Il me semblait qu’une démangeaison laissée sans remède devait disparaître d’elle-même, probablement au bout de quelques minutes. Mais ce n’était là qu’une impression personnelle. Je n’étais pas Vox ; je n’avais jamais été une matrice dans un circuit de stockage.

« Vous vous êtes donc échappée, j’ai dit. Comment ?

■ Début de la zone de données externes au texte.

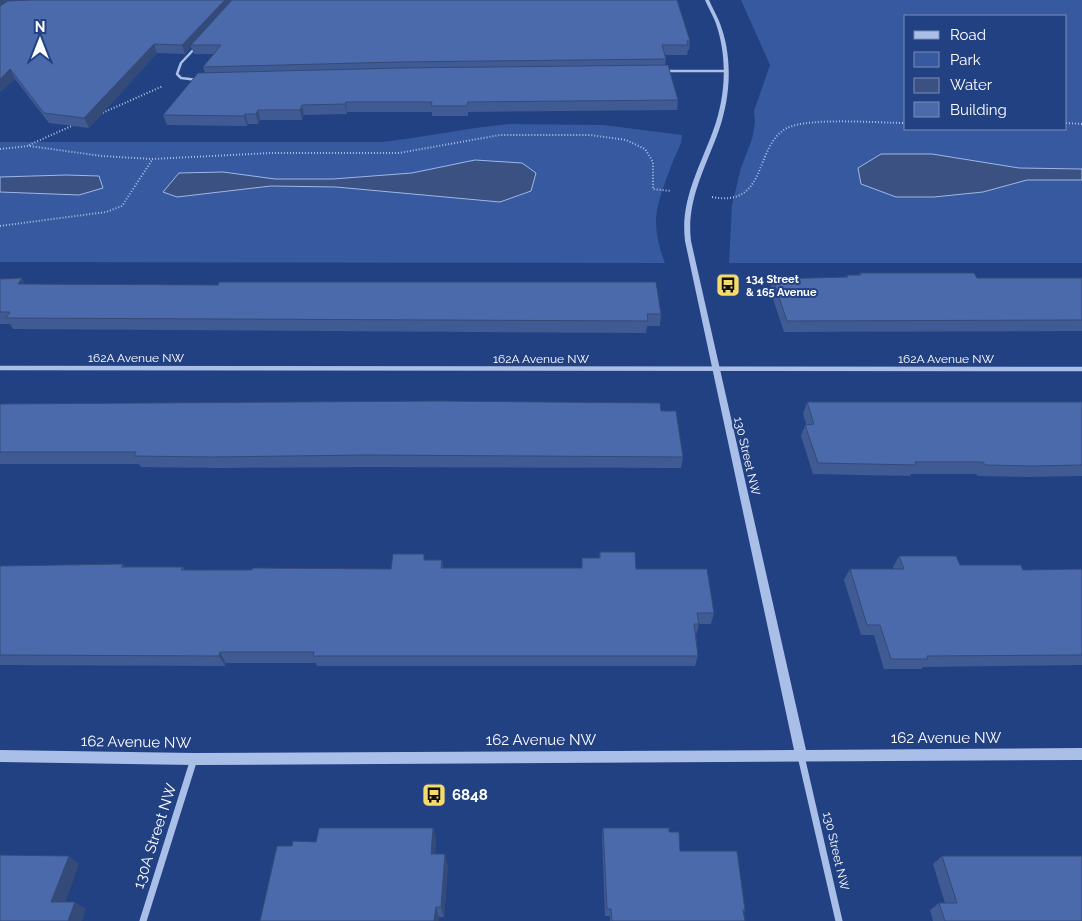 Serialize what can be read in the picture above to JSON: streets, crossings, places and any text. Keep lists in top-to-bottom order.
{
  "streets": {
    "street": [
      "162A Avenue NW",
      "130 Street NW",
      "162 Avenue NW",
      "130A Street NW"
    ]
  },
  "crossings": [
    ["162A Avenue NW", "130 Street NW"],
    ["130 Street NW", "162 Avenue NW"],
    ["162 Avenue NW", "130A Street NW"]
  ],
  "places": {
    "bus stop": ["134 Street & 165 Avenue", "6848"]
  },
  "legend": [
    "Road",
    "Park",
    "Water",
    "Building"
  ],
  "north": "top"
} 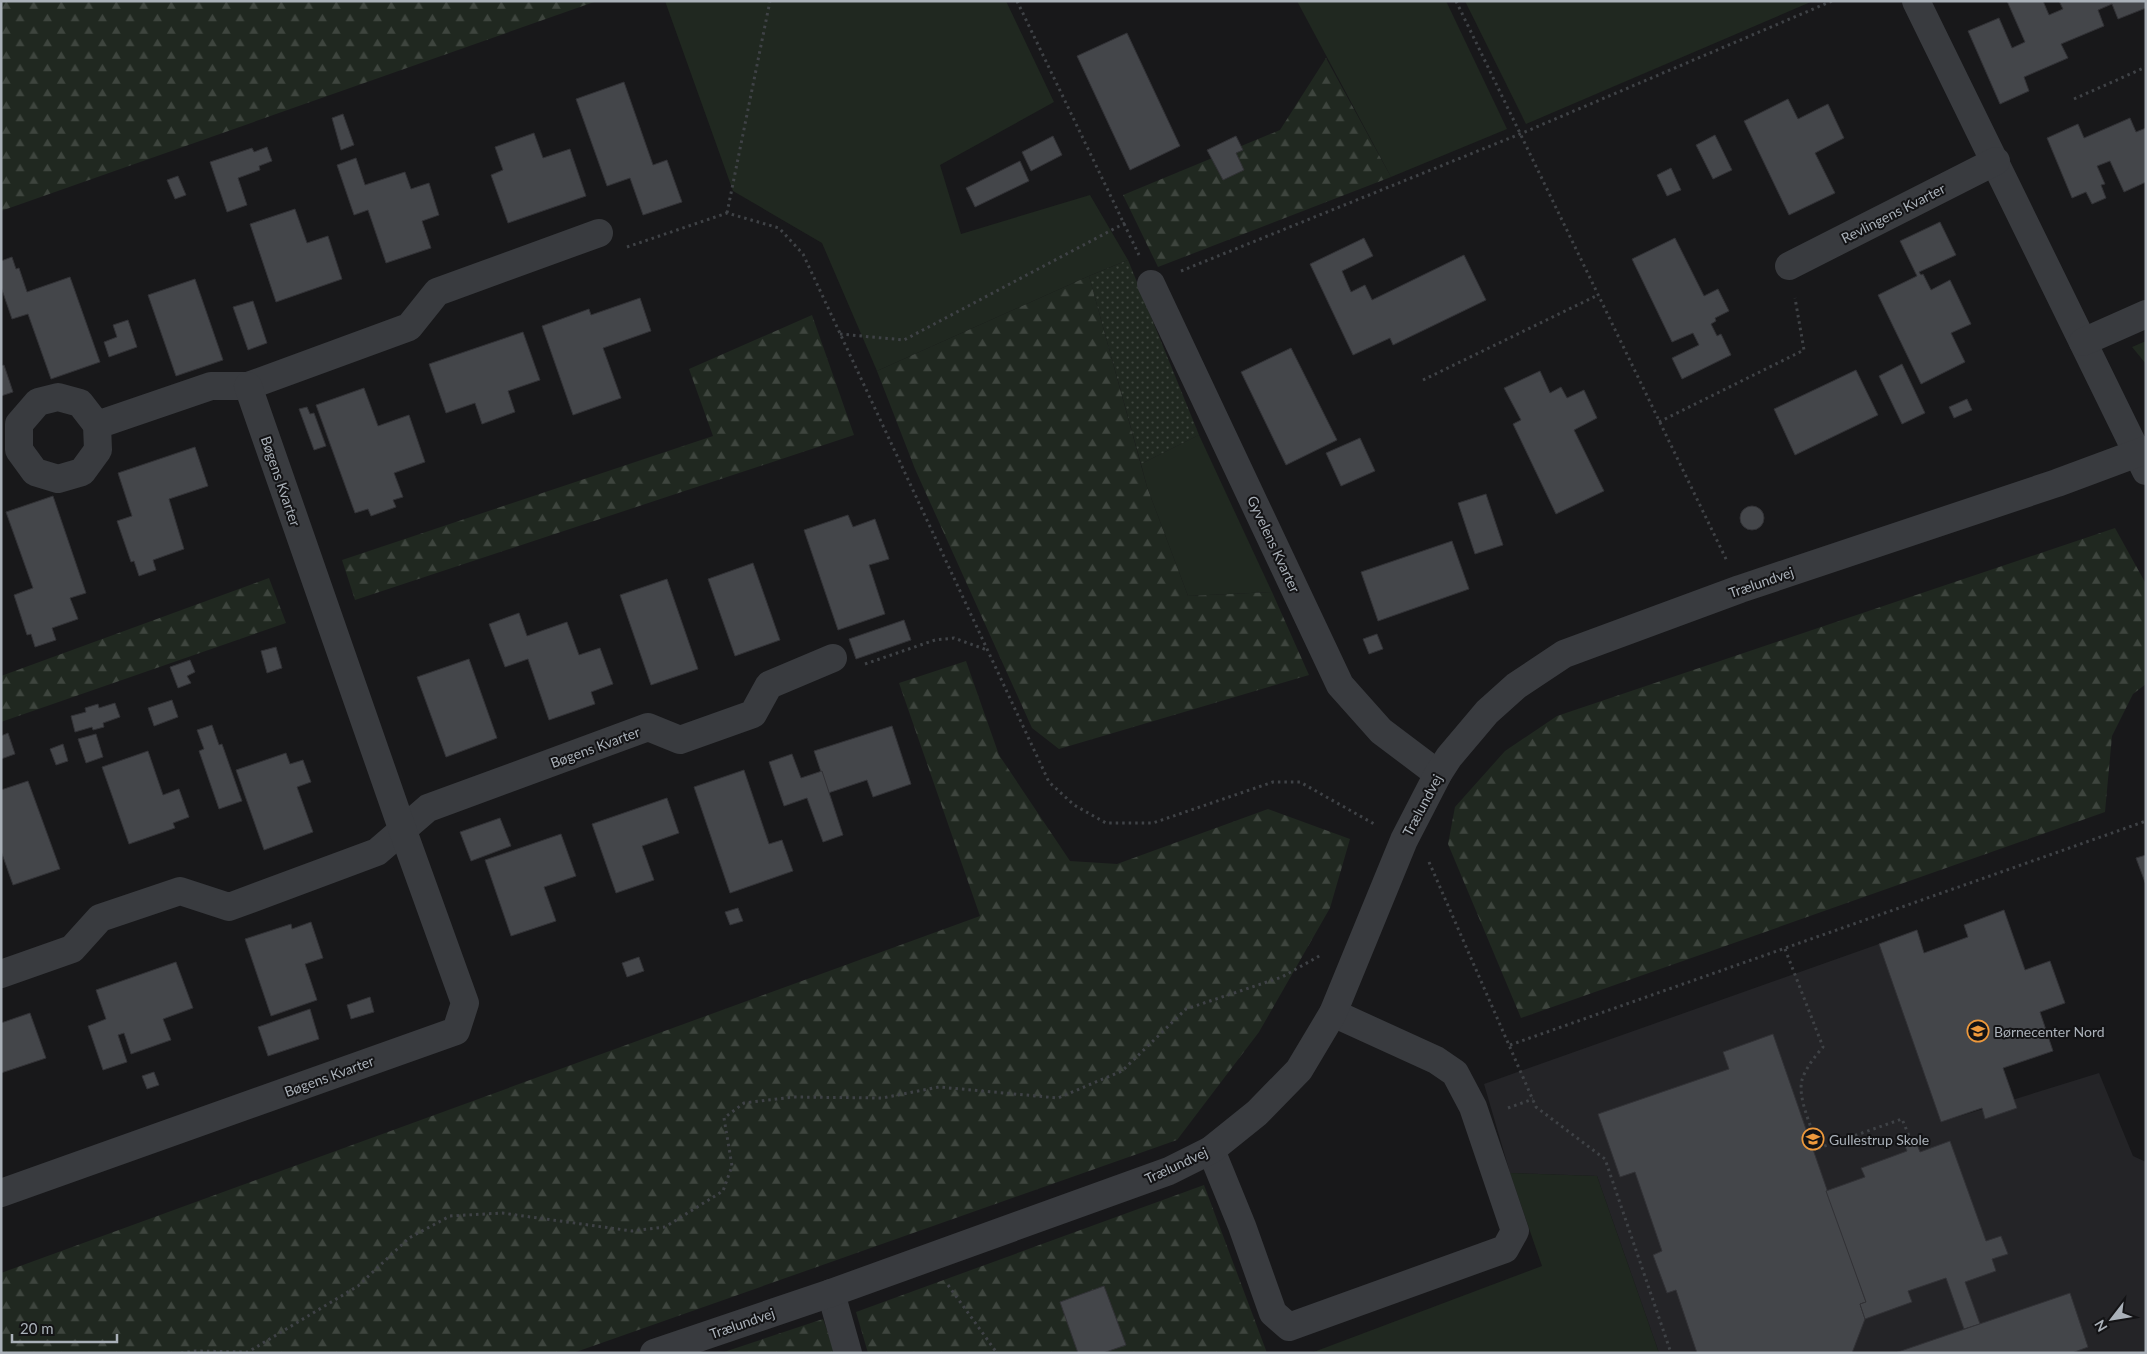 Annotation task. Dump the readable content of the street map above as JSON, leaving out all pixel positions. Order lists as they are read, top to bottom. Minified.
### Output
{"streets":{"street":["Revlingens Kvarter","Bøgens Kvarter","Gyvelens Kvarter","Trælundvej"]},"crossings":[["Gyvelens Kvarter","Trælundvej"]],"places":{"school or university":["Børnecenter Nord","Gullestrup Skole"]},"scale_bar":"20 m","north":"bottom left"} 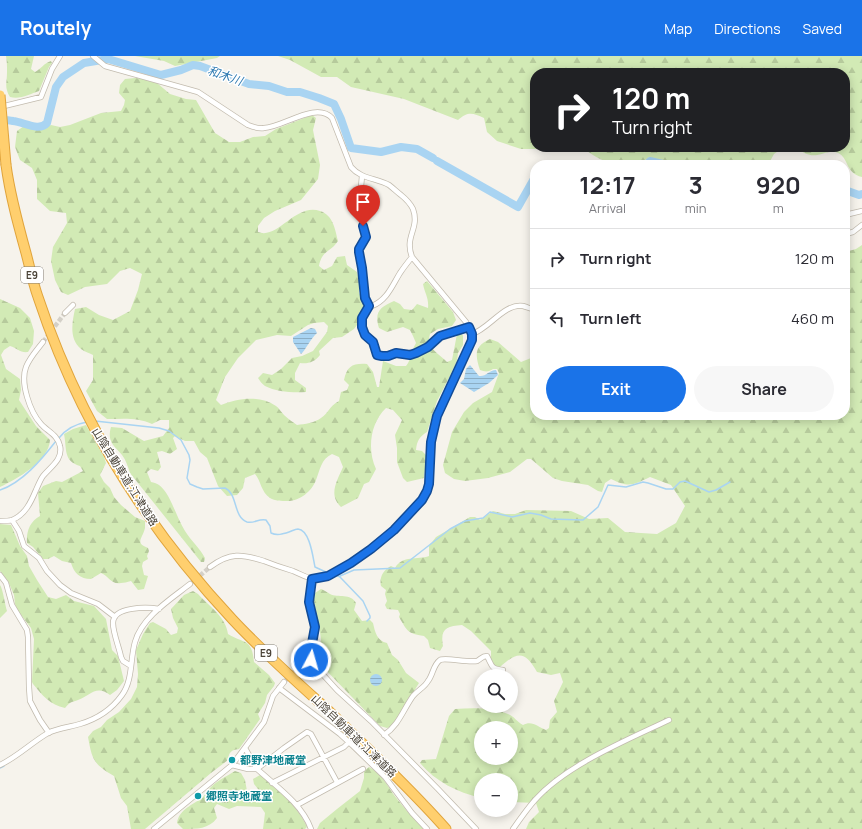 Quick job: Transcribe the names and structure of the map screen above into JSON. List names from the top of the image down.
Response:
{
  "streets": {
    "highway": ["E9", "山陰自動車道;江津道路"]
  },
  "water": ["和木川"],
  "places": ["都野津地蔵堂", "郷照寺地蔵堂"],
  "page": {
    "header": "Routely",
    "nav": ["Map", "Directions", "Saved"],
    "turn": ["120 m", "Turn right"],
    "eta": [
      "12:17",
      "Arrival",
      "3",
      "min",
      "920",
      "m"
    ],
    "list": [
      {
        "name": "Turn right",
        "value": "120 m"
      },
      {
        "name": "Turn left",
        "value": "460 m"
      }
    ],
    "buttons": ["Exit", "Share"],
    "map_buttons": ["+", "−"]
  }
} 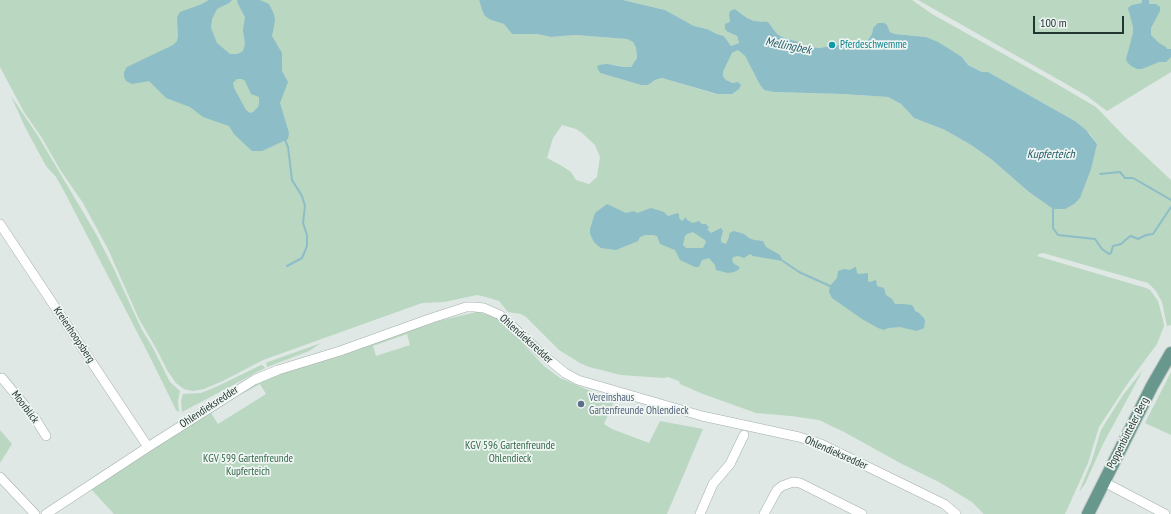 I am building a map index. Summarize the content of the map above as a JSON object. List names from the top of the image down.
{
  "streets": {
    "main road": ["Poppenbütteler Berg"],
    "street": ["Kreienhoopsberg", "Ohlendieksredder", "Moorblick"]
  },
  "crossings": [
    ["Kreienhoopsberg", "Ohlendieksredder"]
  ],
  "water": ["Mellingbek", "Kupferteich"],
  "parks": ["KGV 596 Gartenfreunde Ohlendieck", "KGV 599 Gartenfreunde Kupferteich"],
  "places": ["Pferdeschwemme", "Vereinshaus Gartenfreunde Ohlendieck"],
  "scale_bar": "100 m"
} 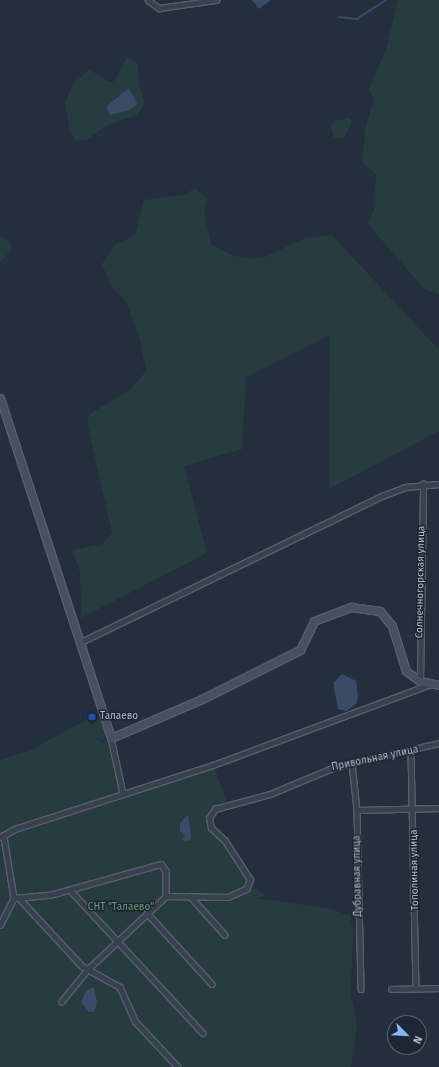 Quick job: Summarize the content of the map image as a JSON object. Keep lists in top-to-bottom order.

— Cela n’a pas été si difficile à trouver. Je n’avais rien d’autre à faire qu’à penser à ça. Vous vous alignez sur la polarité du circuit. C’est aussi une matrice, un réseau électrique qui vous retient dans un entrecroisement d’ondes. Vous changez l’alignement. C’est comme d’être ligoté et de faire glisser les cordes autour de vous jusqu’à ce que vous puissiez vous en extirper. Et alors vous pouvez aller où vous voulez. Vous vous connectez sur n’importe quel bioprocesseur à bord du vaisseau et vous y puisez l’énergie que ne vous fournit plus le circuit de stockage pour vous alimenter. Je peux me déplacer n’importe où dans ce vaisseau à la vitesse de la lumière. N’importe où. Le temps d’un clin d’œil pour vous, je suis allée partout. Jusqu’à la pointe et sur le mât dehors, et en bas, dans les ponts inférieurs, dans les quartiers d’équipage, dans les endroits réservés à la cargaison, et même un peu plus loin, dans quelque chose qui est juste à l’extérieur du vaisseau mais n’est pas tout à fait réel, si vous voyez ce que je veux dire. Quelque chose qui a simplement l’air d’une charmille d’ondes de probabilité tissée autour de nous. C’est comme d’être un fantôme. Mais ça ne résout rien. Vous comprenez ? Le supplice continue. Vous voulez éprouver des sensations, mais c’est impossible. Vous voulez que le contact soit rétabli, vous réclamez vos sens, vos sources de données. C’est pourquoi j’ai essayé de m’introduire dans ce passager, vous comprenez ? Mais il n’a pas voulu se laisser faire. »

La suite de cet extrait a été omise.